▸ **Task item**:
Reproduce the data exactly, leaving nothing out.

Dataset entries
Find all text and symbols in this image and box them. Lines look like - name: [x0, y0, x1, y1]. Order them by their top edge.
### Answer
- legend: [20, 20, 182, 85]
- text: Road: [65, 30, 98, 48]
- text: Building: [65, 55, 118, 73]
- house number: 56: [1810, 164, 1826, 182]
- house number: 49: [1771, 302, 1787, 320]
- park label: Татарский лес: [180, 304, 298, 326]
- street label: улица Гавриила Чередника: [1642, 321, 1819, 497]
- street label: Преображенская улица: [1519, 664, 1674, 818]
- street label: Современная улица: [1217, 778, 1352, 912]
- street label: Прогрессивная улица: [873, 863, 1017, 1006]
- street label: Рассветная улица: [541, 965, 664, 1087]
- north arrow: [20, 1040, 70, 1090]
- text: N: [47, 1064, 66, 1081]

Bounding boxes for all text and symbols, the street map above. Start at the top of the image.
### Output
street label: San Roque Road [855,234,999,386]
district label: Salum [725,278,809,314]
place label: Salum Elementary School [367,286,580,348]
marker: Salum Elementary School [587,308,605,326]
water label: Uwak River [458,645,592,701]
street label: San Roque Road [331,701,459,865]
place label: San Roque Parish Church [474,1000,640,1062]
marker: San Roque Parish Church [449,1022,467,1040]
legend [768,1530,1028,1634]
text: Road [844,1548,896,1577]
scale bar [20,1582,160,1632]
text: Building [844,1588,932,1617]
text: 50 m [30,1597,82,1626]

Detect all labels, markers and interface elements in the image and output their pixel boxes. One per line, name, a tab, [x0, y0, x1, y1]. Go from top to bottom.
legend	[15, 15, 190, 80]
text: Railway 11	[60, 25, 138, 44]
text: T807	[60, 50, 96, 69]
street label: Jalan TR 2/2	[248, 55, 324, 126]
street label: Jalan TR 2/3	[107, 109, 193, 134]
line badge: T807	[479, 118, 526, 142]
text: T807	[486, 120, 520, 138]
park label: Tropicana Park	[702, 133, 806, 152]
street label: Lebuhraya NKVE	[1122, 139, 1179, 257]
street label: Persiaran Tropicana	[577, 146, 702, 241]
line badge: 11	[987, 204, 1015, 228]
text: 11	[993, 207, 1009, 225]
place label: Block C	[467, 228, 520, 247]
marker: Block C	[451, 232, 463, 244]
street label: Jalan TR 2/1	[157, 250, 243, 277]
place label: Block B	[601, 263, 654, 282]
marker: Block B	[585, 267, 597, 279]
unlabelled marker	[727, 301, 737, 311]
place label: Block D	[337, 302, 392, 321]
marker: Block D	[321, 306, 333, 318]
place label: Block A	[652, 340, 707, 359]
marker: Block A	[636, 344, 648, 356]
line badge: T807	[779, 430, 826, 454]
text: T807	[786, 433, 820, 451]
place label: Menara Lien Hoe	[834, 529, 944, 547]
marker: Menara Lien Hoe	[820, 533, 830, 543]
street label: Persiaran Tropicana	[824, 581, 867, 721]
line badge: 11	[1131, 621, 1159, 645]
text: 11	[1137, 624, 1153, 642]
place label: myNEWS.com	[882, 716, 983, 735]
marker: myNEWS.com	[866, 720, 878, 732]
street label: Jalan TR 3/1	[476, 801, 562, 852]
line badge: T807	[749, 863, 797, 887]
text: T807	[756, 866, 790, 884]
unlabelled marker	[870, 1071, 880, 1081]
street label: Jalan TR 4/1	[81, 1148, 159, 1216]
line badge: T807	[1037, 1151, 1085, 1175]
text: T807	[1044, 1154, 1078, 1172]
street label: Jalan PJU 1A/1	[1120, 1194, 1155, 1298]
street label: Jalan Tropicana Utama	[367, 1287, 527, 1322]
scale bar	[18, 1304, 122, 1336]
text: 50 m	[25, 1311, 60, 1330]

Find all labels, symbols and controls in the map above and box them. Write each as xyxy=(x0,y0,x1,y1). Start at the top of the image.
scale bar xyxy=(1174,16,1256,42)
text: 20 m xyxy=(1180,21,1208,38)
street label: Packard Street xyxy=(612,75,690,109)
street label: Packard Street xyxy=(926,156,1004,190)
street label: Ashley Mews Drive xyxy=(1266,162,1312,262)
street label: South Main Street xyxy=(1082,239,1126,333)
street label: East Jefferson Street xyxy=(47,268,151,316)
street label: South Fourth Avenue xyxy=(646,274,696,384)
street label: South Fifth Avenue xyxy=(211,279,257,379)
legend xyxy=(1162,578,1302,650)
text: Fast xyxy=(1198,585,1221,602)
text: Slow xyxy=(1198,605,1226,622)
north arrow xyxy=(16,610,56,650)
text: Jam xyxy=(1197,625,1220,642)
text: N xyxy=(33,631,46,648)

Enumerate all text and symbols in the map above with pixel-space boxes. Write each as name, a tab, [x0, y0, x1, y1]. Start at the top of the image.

▸ **Solution below**:
Find all text and symbols in this image and box them. Lines look like - name: [x0, y0, x1, y1]. Order them by their top edge.
### Answer
- legend: [20, 20, 182, 85]
- text: Road: [65, 30, 98, 48]
- text: Building: [65, 55, 118, 73]
- house number: 56: [1810, 164, 1826, 182]
- house number: 49: [1771, 302, 1787, 320]
- park label: Татарский лес: [180, 304, 298, 326]
- street label: улица Гавриила Чередника: [1642, 321, 1819, 497]
- street label: Преображенская улица: [1519, 664, 1674, 818]
- street label: Современная улица: [1217, 778, 1352, 912]
- street label: Прогрессивная улица: [873, 863, 1017, 1006]
- street label: Рассветная улица: [541, 965, 664, 1087]
- north arrow: [20, 1040, 70, 1090]
- text: N: [47, 1064, 66, 1081]

Bounding boxes for all text and symbols, the street map above. Start at the top of the image.
### Output
street label: San Roque Road [855,234,999,386]
district label: Salum [725,278,809,314]
place label: Salum Elementary School [367,286,580,348]
marker: Salum Elementary School [587,308,605,326]
water label: Uwak River [458,645,592,701]
street label: San Roque Road [331,701,459,865]
place label: San Roque Parish Church [474,1000,640,1062]
marker: San Roque Parish Church [449,1022,467,1040]
legend [768,1530,1028,1634]
text: Road [844,1548,896,1577]
scale bar [20,1582,160,1632]
text: Building [844,1588,932,1617]
text: 50 m [30,1597,82,1626]

Detect all labels, markers and interface elements in the image and output their pixel boxes. One per line, name, a tab, [x0, y0, x1, y1]. Go from top to bottom.
legend	[15, 15, 190, 80]
text: Railway 11	[60, 25, 138, 44]
text: T807	[60, 50, 96, 69]
street label: Jalan TR 2/2	[248, 55, 324, 126]
street label: Jalan TR 2/3	[107, 109, 193, 134]
line badge: T807	[479, 118, 526, 142]
text: T807	[486, 120, 520, 138]
park label: Tropicana Park	[702, 133, 806, 152]
street label: Lebuhraya NKVE	[1122, 139, 1179, 257]
street label: Persiaran Tropicana	[577, 146, 702, 241]
line badge: 11	[987, 204, 1015, 228]
text: 11	[993, 207, 1009, 225]
place label: Block C	[467, 228, 520, 247]
marker: Block C	[451, 232, 463, 244]
street label: Jalan TR 2/1	[157, 250, 243, 277]
place label: Block B	[601, 263, 654, 282]
marker: Block B	[585, 267, 597, 279]
unlabelled marker	[727, 301, 737, 311]
place label: Block D	[337, 302, 392, 321]
marker: Block D	[321, 306, 333, 318]
place label: Block A	[652, 340, 707, 359]
marker: Block A	[636, 344, 648, 356]
line badge: T807	[779, 430, 826, 454]
text: T807	[786, 433, 820, 451]
place label: Menara Lien Hoe	[834, 529, 944, 547]
marker: Menara Lien Hoe	[820, 533, 830, 543]
street label: Persiaran Tropicana	[824, 581, 867, 721]
line badge: 11	[1131, 621, 1159, 645]
text: 11	[1137, 624, 1153, 642]
place label: myNEWS.com	[882, 716, 983, 735]
marker: myNEWS.com	[866, 720, 878, 732]
street label: Jalan TR 3/1	[476, 801, 562, 852]
line badge: T807	[749, 863, 797, 887]
text: T807	[756, 866, 790, 884]
unlabelled marker	[870, 1071, 880, 1081]
street label: Jalan TR 4/1	[81, 1148, 159, 1216]
line badge: T807	[1037, 1151, 1085, 1175]
text: T807	[1044, 1154, 1078, 1172]
street label: Jalan PJU 1A/1	[1120, 1194, 1155, 1298]
street label: Jalan Tropicana Utama	[367, 1287, 527, 1322]
scale bar	[18, 1304, 122, 1336]
text: 50 m	[25, 1311, 60, 1330]

Find all labels, symbols and controls in the map above and box them. Write each as xyxy=(x0,y0,x1,y1). Start at the top of the image.
scale bar xyxy=(1174,16,1256,42)
text: 20 m xyxy=(1180,21,1208,38)
street label: Packard Street xyxy=(612,75,690,109)
street label: Packard Street xyxy=(926,156,1004,190)
street label: Ashley Mews Drive xyxy=(1266,162,1312,262)
street label: South Main Street xyxy=(1082,239,1126,333)
street label: East Jefferson Street xyxy=(47,268,151,316)
street label: South Fourth Avenue xyxy=(646,274,696,384)
street label: South Fifth Avenue xyxy=(211,279,257,379)
legend xyxy=(1162,578,1302,650)
text: Fast xyxy=(1198,585,1221,602)
text: Slow xyxy=(1198,605,1226,622)
north arrow xyxy=(16,610,56,650)
text: Jam xyxy=(1197,625,1220,642)
text: N xyxy=(33,631,46,648)

Enumerate all text and symbols in the map above with pixel-space boxes. Write each as name, a tab, [x0, y0, x1, y1]. Start at the top of the image.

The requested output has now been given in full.